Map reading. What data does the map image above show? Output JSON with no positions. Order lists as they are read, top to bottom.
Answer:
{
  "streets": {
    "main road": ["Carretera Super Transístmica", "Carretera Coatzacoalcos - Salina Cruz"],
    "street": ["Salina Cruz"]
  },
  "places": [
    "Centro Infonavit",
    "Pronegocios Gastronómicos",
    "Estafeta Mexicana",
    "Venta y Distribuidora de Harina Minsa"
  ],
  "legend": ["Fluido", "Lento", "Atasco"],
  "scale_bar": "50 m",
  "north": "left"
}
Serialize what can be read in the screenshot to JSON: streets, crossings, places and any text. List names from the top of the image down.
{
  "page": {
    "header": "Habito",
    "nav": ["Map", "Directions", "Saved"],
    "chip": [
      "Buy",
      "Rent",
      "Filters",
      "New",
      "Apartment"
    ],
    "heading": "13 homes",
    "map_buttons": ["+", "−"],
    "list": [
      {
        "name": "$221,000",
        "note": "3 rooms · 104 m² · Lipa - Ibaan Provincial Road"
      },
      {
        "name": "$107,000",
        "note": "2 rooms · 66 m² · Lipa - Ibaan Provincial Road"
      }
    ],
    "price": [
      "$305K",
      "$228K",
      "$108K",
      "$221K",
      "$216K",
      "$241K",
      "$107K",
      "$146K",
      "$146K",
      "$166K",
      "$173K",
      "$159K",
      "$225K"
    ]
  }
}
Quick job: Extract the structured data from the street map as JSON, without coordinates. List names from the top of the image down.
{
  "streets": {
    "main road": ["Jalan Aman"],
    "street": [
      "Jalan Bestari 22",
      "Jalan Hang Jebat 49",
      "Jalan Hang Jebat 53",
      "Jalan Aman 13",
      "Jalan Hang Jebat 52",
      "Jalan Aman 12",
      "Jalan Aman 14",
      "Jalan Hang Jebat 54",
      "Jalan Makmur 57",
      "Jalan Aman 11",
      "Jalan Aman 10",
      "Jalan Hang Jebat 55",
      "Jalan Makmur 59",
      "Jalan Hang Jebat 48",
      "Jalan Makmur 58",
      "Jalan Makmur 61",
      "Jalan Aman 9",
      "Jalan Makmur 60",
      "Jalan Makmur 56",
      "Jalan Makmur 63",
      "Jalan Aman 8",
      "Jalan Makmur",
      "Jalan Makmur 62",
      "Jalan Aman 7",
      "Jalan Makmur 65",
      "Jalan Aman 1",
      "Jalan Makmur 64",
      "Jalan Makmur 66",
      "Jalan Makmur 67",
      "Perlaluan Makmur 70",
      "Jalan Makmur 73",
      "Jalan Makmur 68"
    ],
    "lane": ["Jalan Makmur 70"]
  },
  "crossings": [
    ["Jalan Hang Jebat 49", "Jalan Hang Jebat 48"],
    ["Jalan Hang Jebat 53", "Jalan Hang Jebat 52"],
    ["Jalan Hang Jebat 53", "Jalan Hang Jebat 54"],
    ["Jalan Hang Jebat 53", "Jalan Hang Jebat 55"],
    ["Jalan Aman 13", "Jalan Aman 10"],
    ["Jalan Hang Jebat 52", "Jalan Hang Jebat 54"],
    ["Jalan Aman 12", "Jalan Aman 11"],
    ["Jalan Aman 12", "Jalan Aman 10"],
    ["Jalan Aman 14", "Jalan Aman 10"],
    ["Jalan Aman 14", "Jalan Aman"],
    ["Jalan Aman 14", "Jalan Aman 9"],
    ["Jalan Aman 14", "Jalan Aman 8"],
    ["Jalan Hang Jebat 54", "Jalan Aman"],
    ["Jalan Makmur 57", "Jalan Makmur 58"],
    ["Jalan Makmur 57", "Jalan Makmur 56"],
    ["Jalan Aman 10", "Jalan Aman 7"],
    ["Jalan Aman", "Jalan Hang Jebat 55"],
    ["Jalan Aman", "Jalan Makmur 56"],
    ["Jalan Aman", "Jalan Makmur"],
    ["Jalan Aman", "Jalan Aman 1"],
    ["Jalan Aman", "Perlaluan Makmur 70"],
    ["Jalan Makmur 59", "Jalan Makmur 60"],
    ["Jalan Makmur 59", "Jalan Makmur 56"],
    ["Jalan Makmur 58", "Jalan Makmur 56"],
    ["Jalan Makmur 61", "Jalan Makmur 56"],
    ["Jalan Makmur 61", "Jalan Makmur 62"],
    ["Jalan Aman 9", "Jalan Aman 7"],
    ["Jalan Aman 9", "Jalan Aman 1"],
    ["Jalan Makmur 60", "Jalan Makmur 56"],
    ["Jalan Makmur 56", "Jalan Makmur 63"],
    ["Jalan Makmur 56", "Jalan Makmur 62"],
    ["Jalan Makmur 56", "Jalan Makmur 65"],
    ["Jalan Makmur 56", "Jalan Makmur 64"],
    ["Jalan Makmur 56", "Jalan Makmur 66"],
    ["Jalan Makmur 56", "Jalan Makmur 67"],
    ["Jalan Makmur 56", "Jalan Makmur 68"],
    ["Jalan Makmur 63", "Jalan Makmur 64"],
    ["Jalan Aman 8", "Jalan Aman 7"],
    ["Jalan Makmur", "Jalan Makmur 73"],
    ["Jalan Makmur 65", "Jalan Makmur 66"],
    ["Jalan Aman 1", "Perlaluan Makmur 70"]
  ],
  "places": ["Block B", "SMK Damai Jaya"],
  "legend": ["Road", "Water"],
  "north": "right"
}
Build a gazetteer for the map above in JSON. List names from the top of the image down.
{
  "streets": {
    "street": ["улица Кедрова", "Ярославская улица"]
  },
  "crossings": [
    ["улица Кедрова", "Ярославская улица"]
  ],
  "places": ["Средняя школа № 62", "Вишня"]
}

◆ ◆ ◆ ◆ ◆

Your instructions — Word for word, copy all of the listing above.

Output below —
Map reading. What data does the map image above show? Output JSON with no positions. Order lists as they are read, top to bottom.
Answer:
{
  "streets": {
    "main road": ["Carretera Super Transístmica", "Carretera Coatzacoalcos - Salina Cruz"],
    "street": ["Salina Cruz"]
  },
  "places": [
    "Centro Infonavit",
    "Pronegocios Gastronómicos",
    "Estafeta Mexicana",
    "Venta y Distribuidora de Harina Minsa"
  ],
  "legend": ["Fluido", "Lento", "Atasco"],
  "scale_bar": "50 m",
  "north": "left"
}
Serialize what can be read in the screenshot to JSON: streets, crossings, places and any text. List names from the top of the image down.
{
  "page": {
    "header": "Habito",
    "nav": ["Map", "Directions", "Saved"],
    "chip": [
      "Buy",
      "Rent",
      "Filters",
      "New",
      "Apartment"
    ],
    "heading": "13 homes",
    "map_buttons": ["+", "−"],
    "list": [
      {
        "name": "$221,000",
        "note": "3 rooms · 104 m² · Lipa - Ibaan Provincial Road"
      },
      {
        "name": "$107,000",
        "note": "2 rooms · 66 m² · Lipa - Ibaan Provincial Road"
      }
    ],
    "price": [
      "$305K",
      "$228K",
      "$108K",
      "$221K",
      "$216K",
      "$241K",
      "$107K",
      "$146K",
      "$146K",
      "$166K",
      "$173K",
      "$159K",
      "$225K"
    ]
  }
}
Quick job: Extract the structured data from the street map as JSON, without coordinates. List names from the top of the image down.
{
  "streets": {
    "main road": ["Jalan Aman"],
    "street": [
      "Jalan Bestari 22",
      "Jalan Hang Jebat 49",
      "Jalan Hang Jebat 53",
      "Jalan Aman 13",
      "Jalan Hang Jebat 52",
      "Jalan Aman 12",
      "Jalan Aman 14",
      "Jalan Hang Jebat 54",
      "Jalan Makmur 57",
      "Jalan Aman 11",
      "Jalan Aman 10",
      "Jalan Hang Jebat 55",
      "Jalan Makmur 59",
      "Jalan Hang Jebat 48",
      "Jalan Makmur 58",
      "Jalan Makmur 61",
      "Jalan Aman 9",
      "Jalan Makmur 60",
      "Jalan Makmur 56",
      "Jalan Makmur 63",
      "Jalan Aman 8",
      "Jalan Makmur",
      "Jalan Makmur 62",
      "Jalan Aman 7",
      "Jalan Makmur 65",
      "Jalan Aman 1",
      "Jalan Makmur 64",
      "Jalan Makmur 66",
      "Jalan Makmur 67",
      "Perlaluan Makmur 70",
      "Jalan Makmur 73",
      "Jalan Makmur 68"
    ],
    "lane": ["Jalan Makmur 70"]
  },
  "crossings": [
    ["Jalan Hang Jebat 49", "Jalan Hang Jebat 48"],
    ["Jalan Hang Jebat 53", "Jalan Hang Jebat 52"],
    ["Jalan Hang Jebat 53", "Jalan Hang Jebat 54"],
    ["Jalan Hang Jebat 53", "Jalan Hang Jebat 55"],
    ["Jalan Aman 13", "Jalan Aman 10"],
    ["Jalan Hang Jebat 52", "Jalan Hang Jebat 54"],
    ["Jalan Aman 12", "Jalan Aman 11"],
    ["Jalan Aman 12", "Jalan Aman 10"],
    ["Jalan Aman 14", "Jalan Aman 10"],
    ["Jalan Aman 14", "Jalan Aman"],
    ["Jalan Aman 14", "Jalan Aman 9"],
    ["Jalan Aman 14", "Jalan Aman 8"],
    ["Jalan Hang Jebat 54", "Jalan Aman"],
    ["Jalan Makmur 57", "Jalan Makmur 58"],
    ["Jalan Makmur 57", "Jalan Makmur 56"],
    ["Jalan Aman 10", "Jalan Aman 7"],
    ["Jalan Aman", "Jalan Hang Jebat 55"],
    ["Jalan Aman", "Jalan Makmur 56"],
    ["Jalan Aman", "Jalan Makmur"],
    ["Jalan Aman", "Jalan Aman 1"],
    ["Jalan Aman", "Perlaluan Makmur 70"],
    ["Jalan Makmur 59", "Jalan Makmur 60"],
    ["Jalan Makmur 59", "Jalan Makmur 56"],
    ["Jalan Makmur 58", "Jalan Makmur 56"],
    ["Jalan Makmur 61", "Jalan Makmur 56"],
    ["Jalan Makmur 61", "Jalan Makmur 62"],
    ["Jalan Aman 9", "Jalan Aman 7"],
    ["Jalan Aman 9", "Jalan Aman 1"],
    ["Jalan Makmur 60", "Jalan Makmur 56"],
    ["Jalan Makmur 56", "Jalan Makmur 63"],
    ["Jalan Makmur 56", "Jalan Makmur 62"],
    ["Jalan Makmur 56", "Jalan Makmur 65"],
    ["Jalan Makmur 56", "Jalan Makmur 64"],
    ["Jalan Makmur 56", "Jalan Makmur 66"],
    ["Jalan Makmur 56", "Jalan Makmur 67"],
    ["Jalan Makmur 56", "Jalan Makmur 68"],
    ["Jalan Makmur 63", "Jalan Makmur 64"],
    ["Jalan Aman 8", "Jalan Aman 7"],
    ["Jalan Makmur", "Jalan Makmur 73"],
    ["Jalan Makmur 65", "Jalan Makmur 66"],
    ["Jalan Aman 1", "Perlaluan Makmur 70"]
  ],
  "places": ["Block B", "SMK Damai Jaya"],
  "legend": ["Road", "Water"],
  "north": "right"
}
Build a gazetteer for the map above in JSON. List names from the top of the image down.
{
  "streets": {
    "street": ["улица Кедрова", "Ярославская улица"]
  },
  "crossings": [
    ["улица Кедрова", "Ярославская улица"]
  ],
  "places": ["Средняя школа № 62", "Вишня"]
}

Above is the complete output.